What needs to be done - Nothing but the lines from the top of the following entries through the line with "I am building" should be printed, exactly as they are.

(Saved data entries)
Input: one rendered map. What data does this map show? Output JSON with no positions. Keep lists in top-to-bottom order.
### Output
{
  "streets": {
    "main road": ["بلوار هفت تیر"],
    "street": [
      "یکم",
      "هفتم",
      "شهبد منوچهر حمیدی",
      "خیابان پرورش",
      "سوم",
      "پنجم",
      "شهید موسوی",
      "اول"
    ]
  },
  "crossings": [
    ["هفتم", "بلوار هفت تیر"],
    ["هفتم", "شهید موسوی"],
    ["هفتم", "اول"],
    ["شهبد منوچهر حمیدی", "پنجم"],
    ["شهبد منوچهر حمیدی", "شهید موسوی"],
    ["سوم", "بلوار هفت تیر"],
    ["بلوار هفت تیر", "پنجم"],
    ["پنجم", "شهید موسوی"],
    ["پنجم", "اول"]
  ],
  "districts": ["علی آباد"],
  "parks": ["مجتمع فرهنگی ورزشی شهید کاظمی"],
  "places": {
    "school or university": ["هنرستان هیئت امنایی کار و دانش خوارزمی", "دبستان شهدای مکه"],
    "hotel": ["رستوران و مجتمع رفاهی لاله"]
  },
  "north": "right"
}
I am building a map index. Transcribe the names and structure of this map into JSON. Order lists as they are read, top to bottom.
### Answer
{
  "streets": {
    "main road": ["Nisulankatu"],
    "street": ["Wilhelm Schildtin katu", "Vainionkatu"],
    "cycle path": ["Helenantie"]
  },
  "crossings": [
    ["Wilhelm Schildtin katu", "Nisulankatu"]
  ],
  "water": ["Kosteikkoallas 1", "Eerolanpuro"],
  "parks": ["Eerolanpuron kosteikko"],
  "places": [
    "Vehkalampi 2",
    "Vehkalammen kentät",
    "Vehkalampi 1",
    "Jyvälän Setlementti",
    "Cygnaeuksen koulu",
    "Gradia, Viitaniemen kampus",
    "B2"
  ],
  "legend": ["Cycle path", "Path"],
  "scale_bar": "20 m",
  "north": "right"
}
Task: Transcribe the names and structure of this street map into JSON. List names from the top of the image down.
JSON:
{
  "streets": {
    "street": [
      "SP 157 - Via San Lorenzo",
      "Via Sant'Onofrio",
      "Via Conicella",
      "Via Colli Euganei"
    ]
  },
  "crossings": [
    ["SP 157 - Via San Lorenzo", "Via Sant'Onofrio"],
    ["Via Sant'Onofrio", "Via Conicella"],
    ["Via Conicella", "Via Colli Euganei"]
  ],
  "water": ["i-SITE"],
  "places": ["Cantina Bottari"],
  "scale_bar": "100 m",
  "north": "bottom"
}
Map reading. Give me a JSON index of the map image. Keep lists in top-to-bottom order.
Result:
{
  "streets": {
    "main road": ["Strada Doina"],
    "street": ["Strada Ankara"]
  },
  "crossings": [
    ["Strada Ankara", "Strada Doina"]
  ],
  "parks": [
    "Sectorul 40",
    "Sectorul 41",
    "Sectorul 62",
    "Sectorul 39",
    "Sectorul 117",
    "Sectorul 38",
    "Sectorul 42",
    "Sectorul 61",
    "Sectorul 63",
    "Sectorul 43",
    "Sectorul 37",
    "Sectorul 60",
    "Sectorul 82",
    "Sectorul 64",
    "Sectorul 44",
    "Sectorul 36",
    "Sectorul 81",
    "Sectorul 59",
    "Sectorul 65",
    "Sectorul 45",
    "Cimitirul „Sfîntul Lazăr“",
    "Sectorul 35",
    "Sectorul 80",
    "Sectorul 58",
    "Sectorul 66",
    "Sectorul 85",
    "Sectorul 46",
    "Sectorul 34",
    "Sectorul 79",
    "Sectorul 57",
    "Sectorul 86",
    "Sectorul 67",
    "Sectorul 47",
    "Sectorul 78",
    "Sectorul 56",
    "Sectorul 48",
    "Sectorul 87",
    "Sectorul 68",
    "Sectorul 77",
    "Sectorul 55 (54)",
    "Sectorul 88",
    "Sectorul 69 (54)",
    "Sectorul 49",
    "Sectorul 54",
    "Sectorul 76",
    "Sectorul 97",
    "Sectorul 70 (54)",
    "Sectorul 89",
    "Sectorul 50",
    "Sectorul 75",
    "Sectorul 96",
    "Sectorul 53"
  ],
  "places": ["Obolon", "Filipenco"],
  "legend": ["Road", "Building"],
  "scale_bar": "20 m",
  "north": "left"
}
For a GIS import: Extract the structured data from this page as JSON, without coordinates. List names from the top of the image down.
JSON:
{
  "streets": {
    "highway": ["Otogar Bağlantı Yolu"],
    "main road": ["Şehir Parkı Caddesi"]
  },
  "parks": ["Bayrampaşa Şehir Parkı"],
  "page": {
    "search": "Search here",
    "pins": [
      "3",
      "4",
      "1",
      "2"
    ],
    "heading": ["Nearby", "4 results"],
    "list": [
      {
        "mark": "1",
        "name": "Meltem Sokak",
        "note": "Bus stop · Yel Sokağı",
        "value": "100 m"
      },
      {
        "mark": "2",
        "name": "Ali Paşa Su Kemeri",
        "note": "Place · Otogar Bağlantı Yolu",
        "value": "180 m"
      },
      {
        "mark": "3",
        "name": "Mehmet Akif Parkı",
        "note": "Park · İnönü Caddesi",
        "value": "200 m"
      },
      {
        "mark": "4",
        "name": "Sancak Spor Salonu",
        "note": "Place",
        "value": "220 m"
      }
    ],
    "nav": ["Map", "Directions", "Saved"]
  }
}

Answer to this exercise -
Input: one rendered map. What data does this map show? Output JSON with no positions. Keep lists in top-to-bottom order.
### Output
{
  "streets": {
    "main road": ["بلوار هفت تیر"],
    "street": [
      "یکم",
      "هفتم",
      "شهبد منوچهر حمیدی",
      "خیابان پرورش",
      "سوم",
      "پنجم",
      "شهید موسوی",
      "اول"
    ]
  },
  "crossings": [
    ["هفتم", "بلوار هفت تیر"],
    ["هفتم", "شهید موسوی"],
    ["هفتم", "اول"],
    ["شهبد منوچهر حمیدی", "پنجم"],
    ["شهبد منوچهر حمیدی", "شهید موسوی"],
    ["سوم", "بلوار هفت تیر"],
    ["بلوار هفت تیر", "پنجم"],
    ["پنجم", "شهید موسوی"],
    ["پنجم", "اول"]
  ],
  "districts": ["علی آباد"],
  "parks": ["مجتمع فرهنگی ورزشی شهید کاظمی"],
  "places": {
    "school or university": ["هنرستان هیئت امنایی کار و دانش خوارزمی", "دبستان شهدای مکه"],
    "hotel": ["رستوران و مجتمع رفاهی لاله"]
  },
  "north": "right"
}
I am building a map index. Transcribe the names and structure of this map into JSON. Order lists as they are read, top to bottom.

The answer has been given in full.